GSA Annual Meeting in Denver, Colorado, USA - 2016

Paper No. 223-10
Presentation Time: 3:55 PM


MACLEOD, Kenneth G., Department of Geological Sciences, University of Missouri, Columbia, MO 65211, QUINTON, Page C., Department of Geological Sciences, SUNY Potsdam, Potsdam, NY 13676, SEPULVEDA, Julio, Department of Geological Sciences, University of Colorado Boulder, Boulder, CO 80309 and NEGRA, Hedi, Tunis Faculty of Sciences, University of Tunis El Manar, Tunis, Tunisia,

The Cretaceous/Paleogene (K/T) mass extinction is unique among major extinction events in that its ultimate cause (the Chicxulub impact) perturbed Earth systems on time scales shorter than the current rate of anthropogenic changes. Thus, the K/T record provides a perspective on the response of Earth systems to extremely rapid, global perturbations not available from studying other deep time events. Temperature change is a predicted consequence of both impact and pre-K/T volcanism; however, whereas Deccan-related warming has been documented, few empirical constraints exist on temperature change related to impact. This shortcoming is due largely to the facts that preservation is not good enough in most early Paleogene samples to apply the carbonate-δ18O paleothermometer with confidence and most K/T sections are not demonstrably complete and expanded enough to resolve changes on relevant time scales.

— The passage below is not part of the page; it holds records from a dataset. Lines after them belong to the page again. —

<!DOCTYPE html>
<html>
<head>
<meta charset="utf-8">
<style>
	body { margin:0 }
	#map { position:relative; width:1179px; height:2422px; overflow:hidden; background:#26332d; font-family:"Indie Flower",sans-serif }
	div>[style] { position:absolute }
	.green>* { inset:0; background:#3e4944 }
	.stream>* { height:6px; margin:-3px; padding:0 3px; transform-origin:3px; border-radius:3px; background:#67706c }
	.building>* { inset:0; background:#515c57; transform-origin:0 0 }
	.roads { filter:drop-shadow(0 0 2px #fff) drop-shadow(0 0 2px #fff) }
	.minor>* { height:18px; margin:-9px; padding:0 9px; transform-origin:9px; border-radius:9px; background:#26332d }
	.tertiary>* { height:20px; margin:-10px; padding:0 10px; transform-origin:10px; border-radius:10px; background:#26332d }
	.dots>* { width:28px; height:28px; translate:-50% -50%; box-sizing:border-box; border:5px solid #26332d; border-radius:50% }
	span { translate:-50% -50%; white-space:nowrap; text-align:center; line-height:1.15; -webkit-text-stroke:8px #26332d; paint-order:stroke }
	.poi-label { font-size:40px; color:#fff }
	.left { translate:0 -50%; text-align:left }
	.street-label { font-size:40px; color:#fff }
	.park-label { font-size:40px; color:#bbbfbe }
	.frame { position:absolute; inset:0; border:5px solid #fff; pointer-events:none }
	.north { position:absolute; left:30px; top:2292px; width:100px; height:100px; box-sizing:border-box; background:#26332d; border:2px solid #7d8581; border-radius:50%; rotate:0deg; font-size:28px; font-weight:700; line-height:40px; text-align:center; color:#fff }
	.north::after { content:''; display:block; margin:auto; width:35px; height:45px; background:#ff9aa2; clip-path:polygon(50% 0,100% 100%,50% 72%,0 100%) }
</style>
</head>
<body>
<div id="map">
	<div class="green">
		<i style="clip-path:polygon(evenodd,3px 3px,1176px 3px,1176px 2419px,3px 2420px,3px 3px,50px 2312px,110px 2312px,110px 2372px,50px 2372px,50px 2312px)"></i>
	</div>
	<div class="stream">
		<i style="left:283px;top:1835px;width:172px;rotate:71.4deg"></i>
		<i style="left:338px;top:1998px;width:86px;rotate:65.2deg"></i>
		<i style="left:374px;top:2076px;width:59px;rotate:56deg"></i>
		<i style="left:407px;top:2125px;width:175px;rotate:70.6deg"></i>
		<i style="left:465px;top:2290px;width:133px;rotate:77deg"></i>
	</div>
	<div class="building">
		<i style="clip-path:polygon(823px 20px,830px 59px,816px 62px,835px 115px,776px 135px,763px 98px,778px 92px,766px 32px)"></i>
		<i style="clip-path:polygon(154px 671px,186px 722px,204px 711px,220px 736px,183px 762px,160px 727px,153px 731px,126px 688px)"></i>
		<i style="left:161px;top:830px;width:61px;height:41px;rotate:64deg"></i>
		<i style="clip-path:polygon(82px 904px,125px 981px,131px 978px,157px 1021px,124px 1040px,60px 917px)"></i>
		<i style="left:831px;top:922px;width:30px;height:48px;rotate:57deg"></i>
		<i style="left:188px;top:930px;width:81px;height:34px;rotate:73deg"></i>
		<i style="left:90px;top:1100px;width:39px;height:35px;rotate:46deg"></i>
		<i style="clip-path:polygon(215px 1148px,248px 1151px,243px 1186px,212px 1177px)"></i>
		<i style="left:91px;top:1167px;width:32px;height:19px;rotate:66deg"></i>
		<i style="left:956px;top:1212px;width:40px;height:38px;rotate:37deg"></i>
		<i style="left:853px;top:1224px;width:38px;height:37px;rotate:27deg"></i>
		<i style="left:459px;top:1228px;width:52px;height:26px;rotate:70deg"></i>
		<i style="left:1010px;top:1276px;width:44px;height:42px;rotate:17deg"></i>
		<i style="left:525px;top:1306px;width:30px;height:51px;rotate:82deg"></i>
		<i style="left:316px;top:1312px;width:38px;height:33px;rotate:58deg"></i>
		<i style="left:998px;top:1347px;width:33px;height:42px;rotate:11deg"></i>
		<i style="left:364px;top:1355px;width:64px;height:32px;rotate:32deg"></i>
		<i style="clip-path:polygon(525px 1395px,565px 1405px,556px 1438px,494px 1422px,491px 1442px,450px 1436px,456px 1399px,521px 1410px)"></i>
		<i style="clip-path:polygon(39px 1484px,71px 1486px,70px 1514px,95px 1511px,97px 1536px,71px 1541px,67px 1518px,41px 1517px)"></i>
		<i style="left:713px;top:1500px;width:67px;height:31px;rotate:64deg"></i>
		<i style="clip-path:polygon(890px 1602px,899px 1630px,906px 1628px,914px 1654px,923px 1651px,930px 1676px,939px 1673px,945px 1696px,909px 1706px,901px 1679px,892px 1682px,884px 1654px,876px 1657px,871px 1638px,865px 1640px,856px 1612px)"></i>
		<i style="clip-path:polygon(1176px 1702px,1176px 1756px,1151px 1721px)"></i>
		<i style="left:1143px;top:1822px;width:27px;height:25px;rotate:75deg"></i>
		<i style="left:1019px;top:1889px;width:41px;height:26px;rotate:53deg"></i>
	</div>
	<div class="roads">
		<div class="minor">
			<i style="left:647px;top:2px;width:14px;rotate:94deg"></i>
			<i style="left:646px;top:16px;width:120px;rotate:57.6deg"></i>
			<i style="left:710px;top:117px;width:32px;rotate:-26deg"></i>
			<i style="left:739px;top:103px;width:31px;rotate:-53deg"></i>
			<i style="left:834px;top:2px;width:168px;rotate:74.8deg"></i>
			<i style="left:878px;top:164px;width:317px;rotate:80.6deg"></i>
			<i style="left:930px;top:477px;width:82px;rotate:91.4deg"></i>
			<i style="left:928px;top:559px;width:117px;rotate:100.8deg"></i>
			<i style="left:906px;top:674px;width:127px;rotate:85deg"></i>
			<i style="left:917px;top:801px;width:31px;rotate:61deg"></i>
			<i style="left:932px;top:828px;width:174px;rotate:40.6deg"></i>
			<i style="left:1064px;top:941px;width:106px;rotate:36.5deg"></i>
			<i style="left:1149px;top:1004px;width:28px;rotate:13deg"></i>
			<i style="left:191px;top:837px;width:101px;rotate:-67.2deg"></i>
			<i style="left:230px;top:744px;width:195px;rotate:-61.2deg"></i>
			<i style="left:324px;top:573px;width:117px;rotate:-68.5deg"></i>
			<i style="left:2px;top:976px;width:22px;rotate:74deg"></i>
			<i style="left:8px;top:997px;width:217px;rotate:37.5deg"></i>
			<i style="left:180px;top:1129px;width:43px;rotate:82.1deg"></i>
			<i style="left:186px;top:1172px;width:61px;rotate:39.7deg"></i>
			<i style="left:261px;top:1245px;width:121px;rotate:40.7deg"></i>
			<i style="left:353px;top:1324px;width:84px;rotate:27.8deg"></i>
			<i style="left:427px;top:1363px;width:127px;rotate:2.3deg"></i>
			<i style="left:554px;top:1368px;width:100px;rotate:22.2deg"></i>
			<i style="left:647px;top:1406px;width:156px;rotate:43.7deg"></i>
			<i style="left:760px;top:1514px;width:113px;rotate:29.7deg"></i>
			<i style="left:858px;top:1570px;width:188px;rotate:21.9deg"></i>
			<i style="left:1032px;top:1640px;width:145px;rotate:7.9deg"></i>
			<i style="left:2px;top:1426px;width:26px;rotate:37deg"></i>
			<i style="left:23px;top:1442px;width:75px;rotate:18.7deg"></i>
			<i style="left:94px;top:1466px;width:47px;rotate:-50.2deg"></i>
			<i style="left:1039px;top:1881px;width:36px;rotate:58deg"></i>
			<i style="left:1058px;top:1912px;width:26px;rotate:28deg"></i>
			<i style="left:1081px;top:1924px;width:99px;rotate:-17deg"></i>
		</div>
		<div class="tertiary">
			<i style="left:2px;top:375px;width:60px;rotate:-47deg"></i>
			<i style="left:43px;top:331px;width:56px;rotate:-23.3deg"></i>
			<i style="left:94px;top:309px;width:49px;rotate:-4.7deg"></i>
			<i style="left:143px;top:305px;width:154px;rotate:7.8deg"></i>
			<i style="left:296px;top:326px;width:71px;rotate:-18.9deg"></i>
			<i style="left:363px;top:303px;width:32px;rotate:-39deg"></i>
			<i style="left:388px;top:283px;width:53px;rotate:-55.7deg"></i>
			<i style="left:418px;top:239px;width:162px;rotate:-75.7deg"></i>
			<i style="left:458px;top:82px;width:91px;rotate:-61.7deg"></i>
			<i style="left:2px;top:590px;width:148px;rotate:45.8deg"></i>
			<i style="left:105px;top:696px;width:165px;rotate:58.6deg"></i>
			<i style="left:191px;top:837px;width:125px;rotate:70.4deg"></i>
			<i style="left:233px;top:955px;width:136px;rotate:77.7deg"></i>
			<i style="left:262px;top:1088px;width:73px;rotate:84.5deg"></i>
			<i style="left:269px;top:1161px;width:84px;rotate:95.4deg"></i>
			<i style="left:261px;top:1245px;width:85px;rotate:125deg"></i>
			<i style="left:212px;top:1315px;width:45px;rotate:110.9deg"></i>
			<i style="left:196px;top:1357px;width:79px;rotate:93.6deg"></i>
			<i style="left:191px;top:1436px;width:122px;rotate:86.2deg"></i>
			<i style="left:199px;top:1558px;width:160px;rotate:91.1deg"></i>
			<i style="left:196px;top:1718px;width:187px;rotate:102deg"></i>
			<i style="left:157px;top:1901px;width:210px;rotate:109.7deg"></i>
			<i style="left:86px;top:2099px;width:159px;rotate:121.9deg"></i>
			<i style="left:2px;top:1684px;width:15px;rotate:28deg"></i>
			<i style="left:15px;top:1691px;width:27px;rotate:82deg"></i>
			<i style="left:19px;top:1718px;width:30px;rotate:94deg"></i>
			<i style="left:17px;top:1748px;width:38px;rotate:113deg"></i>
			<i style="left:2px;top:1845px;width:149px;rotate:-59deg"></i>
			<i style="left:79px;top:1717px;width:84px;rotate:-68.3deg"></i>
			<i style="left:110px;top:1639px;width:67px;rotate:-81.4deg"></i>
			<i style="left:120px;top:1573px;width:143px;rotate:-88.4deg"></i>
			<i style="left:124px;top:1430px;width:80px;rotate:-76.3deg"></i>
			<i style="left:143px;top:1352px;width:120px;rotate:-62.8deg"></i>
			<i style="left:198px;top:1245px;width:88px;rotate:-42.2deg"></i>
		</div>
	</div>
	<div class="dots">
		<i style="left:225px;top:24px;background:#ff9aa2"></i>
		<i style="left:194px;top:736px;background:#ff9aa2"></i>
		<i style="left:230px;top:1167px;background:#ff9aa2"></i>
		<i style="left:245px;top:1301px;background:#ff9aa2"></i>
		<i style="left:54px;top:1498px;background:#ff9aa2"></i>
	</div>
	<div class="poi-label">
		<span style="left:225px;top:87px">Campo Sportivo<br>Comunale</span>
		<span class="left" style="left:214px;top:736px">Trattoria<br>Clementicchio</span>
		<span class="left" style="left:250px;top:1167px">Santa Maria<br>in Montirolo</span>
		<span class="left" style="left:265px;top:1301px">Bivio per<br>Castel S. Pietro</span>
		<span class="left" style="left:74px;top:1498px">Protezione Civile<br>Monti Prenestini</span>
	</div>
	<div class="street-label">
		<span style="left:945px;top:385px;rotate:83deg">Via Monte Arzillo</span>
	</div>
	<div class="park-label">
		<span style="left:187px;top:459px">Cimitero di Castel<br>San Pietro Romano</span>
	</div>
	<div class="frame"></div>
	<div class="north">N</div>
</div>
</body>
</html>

With these concerns in mind, we addressed the question of the temperature record of the K/T interval by measuring the oxygen isotopic ratios of fish debris from the El Kef section in Tunisia. El Kef is the Global Stratotype Section and Point for the K/T boundary with chronostratigraphic events documented in the section that allow for recognition of changes occurring on 103 to 104 year time scales. Fish teeth, bones and mineralized scales are composed of bioapatite, a phase in which original δ18O values are more resistance to diagenetic alteration than are the δ18O values of carbonates. In 40 samples spanning the highest 2 m of the Cretaceous and lowest 9 m of the Paleogene, we found relatively stable and high values in the Cretaceous, a 1 to 1.5‰ decrease in δ18O values within the lowest 25 cm of Paleogene strata, an interval of relatively stable and low values from 0.3 to 3 m above the boundary, and an increase to pre-boundary δ18O values at 4.5 m that extends to at least 9 m above the boundary. Using published events to construct an age model and assuming the δ18O changes are due solely to temperature, these results suggest 4-6°C warming starting within the first few thousand years after the impact and lasting for ~100,000 years. This conclusion matches well with the predicted pattern of a CO2-induced interval of greenhouse warming initiated by the impact.